ROMA 2:1-29 “HUKUM TAURAT DAN SUNAT”
Pendahuluan
Surat Roma 2:1-29 menunjukkan bahwa Paulus menegur “manusia (ayat 1)”, yang dalam konteks ini, frasa “manusia” adalah orang-orang Yahudi Kristen (ayat 17). Masalah yang dihadapi oleh orang Yahudi adalah konsep mereka terhadap keselamatan yang dikaitkan dengan hukum Taurat dan Sunat. Bagi mereka keselamatan dalam Yesus juga tidak dapat dilepaskan dari Taurat dan Sunat.
Sebagaimana kita ketahui, orang Yahudi memiliki eksklusivitas/etnosentrisme terhadap kebudayaan mereka. Mereka melihat diri sebagai satu-satunya bangsa pilihan sehingga hal tersebut membuat mereka berpikir bahwa seluruh hal harusnya berpusat pada pemahaman mereka terhadap hal-hal agama dan kebudayaan mereka.
Ayat 1, Paulus menegur mereka karena eksklusivitas maka mereka menghakimi orang lain. Kata “menghakimi adalah “krino” yang bisa juga diartikan sebagai mengkritik (suka) – mencari kesalahan orang lain dengan melihat diri sebagai ukuran.

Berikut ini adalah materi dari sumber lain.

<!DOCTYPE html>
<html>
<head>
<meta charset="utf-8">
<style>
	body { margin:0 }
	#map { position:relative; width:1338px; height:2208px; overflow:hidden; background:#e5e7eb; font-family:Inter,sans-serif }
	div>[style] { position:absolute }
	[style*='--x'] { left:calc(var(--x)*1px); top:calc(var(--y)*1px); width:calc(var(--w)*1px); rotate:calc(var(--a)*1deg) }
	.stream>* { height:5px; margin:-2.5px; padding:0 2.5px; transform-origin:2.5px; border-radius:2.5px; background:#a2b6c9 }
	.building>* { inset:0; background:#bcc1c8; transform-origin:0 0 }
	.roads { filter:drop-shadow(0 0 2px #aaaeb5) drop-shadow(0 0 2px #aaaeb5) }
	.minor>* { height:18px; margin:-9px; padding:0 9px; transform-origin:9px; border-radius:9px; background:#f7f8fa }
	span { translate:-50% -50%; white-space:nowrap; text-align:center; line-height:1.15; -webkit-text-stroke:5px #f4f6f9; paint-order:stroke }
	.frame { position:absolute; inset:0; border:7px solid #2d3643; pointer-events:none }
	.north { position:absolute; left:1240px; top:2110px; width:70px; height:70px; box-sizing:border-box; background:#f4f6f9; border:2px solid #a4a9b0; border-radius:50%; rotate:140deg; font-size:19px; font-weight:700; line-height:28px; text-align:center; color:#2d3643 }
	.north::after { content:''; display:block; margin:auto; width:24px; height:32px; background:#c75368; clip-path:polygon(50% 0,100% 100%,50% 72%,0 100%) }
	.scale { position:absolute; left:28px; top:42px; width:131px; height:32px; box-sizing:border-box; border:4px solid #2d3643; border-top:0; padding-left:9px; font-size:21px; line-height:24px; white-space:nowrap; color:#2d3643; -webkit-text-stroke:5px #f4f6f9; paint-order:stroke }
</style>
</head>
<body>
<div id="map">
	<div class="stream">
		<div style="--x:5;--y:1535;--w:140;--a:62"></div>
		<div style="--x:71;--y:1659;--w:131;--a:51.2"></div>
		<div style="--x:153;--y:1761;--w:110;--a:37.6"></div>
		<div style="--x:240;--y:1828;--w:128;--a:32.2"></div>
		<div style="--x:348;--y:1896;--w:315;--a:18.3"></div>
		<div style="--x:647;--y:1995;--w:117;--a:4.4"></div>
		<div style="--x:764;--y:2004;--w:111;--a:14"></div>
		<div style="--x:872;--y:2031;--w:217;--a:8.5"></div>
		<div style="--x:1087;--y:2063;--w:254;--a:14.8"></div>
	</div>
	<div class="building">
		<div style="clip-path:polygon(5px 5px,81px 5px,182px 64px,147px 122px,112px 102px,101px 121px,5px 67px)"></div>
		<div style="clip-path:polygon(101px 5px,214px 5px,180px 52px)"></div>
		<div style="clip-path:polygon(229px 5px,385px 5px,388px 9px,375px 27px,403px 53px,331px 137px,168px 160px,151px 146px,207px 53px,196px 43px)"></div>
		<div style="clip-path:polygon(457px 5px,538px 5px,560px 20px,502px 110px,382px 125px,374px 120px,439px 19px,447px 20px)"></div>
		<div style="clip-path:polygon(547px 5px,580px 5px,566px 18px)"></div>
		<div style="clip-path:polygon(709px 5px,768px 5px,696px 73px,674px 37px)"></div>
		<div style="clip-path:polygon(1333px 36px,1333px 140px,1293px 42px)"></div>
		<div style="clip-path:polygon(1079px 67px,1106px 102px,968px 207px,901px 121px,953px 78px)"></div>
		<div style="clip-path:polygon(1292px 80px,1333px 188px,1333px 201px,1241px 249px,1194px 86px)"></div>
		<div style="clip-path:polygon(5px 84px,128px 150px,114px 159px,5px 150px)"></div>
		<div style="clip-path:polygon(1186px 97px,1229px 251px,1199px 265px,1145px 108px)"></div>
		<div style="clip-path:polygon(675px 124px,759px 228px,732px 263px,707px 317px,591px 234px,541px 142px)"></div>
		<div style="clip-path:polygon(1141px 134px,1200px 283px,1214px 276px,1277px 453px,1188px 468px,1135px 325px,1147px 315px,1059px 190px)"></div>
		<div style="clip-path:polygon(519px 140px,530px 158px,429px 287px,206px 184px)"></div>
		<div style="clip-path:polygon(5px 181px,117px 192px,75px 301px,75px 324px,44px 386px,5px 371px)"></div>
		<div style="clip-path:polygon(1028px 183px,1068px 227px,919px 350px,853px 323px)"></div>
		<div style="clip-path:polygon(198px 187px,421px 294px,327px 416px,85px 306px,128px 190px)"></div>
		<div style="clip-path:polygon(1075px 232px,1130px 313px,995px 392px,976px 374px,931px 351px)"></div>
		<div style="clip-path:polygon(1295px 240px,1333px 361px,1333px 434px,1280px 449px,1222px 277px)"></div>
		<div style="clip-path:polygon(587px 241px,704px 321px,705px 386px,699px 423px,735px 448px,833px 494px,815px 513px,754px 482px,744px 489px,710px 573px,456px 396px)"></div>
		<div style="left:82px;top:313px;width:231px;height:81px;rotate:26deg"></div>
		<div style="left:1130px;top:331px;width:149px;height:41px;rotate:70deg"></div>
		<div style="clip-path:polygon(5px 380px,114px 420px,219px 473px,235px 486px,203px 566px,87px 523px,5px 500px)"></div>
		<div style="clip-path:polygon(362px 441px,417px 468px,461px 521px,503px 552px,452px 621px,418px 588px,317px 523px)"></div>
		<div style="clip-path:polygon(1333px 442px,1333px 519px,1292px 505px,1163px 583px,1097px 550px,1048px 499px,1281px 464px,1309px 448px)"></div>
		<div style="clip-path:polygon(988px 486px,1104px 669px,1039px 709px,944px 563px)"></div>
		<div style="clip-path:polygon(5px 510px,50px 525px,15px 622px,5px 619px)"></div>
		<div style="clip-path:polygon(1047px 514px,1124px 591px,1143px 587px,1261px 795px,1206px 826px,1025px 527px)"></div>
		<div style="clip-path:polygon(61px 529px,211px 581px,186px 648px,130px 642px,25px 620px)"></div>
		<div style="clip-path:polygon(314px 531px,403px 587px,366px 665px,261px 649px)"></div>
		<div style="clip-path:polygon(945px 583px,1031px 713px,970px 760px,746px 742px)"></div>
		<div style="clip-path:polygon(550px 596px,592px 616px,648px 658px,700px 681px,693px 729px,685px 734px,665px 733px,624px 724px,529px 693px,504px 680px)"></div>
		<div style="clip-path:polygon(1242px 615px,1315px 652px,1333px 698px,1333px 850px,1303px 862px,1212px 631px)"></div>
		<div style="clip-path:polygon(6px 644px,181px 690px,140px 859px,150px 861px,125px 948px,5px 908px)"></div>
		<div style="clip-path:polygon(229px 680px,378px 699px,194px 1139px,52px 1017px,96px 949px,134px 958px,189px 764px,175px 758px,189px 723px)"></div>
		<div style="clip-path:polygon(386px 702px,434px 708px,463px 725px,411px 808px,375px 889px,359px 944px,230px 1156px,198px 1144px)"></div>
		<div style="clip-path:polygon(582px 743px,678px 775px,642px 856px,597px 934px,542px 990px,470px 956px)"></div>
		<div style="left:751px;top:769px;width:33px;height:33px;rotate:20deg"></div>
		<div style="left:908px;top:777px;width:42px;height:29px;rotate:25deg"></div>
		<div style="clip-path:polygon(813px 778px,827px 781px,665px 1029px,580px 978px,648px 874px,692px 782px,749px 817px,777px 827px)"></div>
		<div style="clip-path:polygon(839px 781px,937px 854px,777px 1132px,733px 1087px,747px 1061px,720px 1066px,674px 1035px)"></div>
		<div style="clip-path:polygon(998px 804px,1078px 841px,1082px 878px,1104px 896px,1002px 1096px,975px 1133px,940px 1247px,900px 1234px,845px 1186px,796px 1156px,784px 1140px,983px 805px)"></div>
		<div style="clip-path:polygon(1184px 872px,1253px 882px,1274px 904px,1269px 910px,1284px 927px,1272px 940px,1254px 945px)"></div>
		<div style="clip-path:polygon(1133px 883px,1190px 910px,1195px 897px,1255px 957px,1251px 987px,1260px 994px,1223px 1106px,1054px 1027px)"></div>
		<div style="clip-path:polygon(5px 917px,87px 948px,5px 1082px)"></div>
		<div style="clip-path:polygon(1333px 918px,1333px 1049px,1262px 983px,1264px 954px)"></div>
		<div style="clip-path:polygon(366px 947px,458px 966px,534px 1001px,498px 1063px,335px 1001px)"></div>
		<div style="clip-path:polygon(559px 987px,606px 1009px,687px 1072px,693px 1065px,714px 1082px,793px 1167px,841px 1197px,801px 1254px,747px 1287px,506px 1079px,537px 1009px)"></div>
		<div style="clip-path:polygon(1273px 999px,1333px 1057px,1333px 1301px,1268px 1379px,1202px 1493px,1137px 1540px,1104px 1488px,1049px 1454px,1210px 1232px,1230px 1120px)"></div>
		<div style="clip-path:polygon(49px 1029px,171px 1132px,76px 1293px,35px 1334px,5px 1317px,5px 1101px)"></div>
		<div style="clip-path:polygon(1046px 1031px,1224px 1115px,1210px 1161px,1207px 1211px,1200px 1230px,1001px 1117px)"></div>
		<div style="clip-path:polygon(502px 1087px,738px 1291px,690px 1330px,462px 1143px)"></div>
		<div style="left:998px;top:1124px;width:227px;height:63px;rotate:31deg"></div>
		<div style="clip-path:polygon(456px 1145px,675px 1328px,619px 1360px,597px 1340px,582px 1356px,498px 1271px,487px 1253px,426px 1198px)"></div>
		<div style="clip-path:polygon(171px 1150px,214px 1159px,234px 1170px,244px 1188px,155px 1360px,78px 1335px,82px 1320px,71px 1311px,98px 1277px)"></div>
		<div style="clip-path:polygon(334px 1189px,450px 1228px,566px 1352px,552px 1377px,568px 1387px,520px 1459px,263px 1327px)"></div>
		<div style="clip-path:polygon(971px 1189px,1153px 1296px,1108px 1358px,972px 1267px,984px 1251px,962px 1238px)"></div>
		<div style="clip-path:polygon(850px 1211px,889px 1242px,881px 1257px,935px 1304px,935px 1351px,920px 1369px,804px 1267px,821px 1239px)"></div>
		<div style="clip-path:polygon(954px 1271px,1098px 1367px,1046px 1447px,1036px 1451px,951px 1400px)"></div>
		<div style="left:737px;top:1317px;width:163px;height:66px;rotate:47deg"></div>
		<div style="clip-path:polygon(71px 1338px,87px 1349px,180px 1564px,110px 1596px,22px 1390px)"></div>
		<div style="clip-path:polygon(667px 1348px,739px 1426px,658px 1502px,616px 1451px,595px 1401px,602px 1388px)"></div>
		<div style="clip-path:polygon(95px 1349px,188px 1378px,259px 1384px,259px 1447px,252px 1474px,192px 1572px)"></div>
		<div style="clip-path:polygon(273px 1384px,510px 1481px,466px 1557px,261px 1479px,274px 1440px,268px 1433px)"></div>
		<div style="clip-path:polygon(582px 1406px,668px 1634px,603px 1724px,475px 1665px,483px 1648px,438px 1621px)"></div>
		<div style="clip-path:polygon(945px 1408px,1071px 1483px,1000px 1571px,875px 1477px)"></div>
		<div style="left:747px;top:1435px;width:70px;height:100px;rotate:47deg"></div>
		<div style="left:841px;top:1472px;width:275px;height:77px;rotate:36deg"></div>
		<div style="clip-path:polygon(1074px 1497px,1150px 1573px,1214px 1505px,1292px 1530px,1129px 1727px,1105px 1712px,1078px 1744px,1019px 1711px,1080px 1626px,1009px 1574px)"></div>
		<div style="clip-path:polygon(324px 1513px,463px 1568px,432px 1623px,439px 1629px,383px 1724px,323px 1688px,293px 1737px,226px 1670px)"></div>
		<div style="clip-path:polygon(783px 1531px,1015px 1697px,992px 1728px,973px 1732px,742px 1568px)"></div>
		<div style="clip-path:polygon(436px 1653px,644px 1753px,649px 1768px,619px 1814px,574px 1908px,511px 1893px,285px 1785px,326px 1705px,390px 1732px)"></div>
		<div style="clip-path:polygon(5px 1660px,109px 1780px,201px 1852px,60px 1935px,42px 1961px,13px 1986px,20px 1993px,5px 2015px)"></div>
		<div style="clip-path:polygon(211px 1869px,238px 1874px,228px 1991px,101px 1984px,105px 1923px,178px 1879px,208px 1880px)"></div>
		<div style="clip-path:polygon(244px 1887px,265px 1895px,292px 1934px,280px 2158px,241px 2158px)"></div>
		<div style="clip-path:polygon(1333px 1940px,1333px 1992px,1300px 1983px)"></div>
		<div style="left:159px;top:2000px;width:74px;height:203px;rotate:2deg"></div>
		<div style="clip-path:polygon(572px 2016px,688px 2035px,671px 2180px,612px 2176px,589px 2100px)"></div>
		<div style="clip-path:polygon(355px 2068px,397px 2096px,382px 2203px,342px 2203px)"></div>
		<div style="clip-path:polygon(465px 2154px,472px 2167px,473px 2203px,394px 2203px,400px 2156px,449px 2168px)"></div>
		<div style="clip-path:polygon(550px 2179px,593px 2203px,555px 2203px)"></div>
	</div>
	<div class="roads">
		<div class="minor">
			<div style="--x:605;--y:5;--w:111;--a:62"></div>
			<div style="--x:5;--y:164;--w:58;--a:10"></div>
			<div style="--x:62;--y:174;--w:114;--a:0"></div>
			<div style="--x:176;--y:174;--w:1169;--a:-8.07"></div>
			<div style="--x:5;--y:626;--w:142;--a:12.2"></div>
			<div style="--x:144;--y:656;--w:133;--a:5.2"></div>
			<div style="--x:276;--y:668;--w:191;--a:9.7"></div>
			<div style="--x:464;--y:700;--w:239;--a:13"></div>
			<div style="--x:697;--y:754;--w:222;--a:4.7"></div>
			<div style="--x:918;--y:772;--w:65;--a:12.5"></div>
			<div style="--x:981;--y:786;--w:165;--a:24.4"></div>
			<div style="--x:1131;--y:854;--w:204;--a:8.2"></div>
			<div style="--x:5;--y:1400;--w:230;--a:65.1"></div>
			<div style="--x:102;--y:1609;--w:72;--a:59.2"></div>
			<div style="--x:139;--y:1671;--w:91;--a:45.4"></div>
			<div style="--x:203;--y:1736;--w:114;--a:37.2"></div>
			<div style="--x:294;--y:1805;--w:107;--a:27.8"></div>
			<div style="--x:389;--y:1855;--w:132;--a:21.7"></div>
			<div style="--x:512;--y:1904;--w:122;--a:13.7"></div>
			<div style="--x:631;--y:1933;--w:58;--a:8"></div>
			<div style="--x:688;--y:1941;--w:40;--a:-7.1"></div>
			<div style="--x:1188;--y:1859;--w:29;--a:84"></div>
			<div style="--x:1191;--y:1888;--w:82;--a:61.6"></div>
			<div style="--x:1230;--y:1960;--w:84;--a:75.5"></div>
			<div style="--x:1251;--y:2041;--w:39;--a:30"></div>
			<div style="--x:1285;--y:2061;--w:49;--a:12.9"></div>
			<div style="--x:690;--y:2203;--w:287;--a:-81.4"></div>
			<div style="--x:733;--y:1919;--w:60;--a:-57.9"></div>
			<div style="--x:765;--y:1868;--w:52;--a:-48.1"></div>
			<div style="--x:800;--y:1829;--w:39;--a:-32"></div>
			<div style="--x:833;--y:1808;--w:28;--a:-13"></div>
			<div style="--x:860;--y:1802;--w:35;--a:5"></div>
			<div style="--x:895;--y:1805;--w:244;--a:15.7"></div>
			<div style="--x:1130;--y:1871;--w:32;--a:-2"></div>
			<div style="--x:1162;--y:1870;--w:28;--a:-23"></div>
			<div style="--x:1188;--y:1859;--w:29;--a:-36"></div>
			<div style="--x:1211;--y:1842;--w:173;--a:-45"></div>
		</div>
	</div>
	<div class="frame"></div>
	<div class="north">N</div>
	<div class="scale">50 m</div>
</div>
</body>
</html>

Dalam pembahasan kita di roma 1, Paulus adalah rasul bagi non-Yahudi, dan dalam Roma 2, kita melihat bahwa Paulus hendak melepaskan pemahaman campuran dalam kaitan Taurat dan keselamatan serta aturan yang berkaitan dengan sunat yang dikenakan oleh orang-orang Yahudi Kristen kepada non-Yahudi Kristen. Dalam arti yang sederhana, keselamatan hanya dalam Yesus dan tidak ada kaitannya dengan Taurat dan Sunat. Paulus mengatakan, kritik mereka selalu pada Taurat dan Sunat, padahal mereka sendiri tidak dapat memahami dan melakukan esensi daripada apa yang mereka yakini.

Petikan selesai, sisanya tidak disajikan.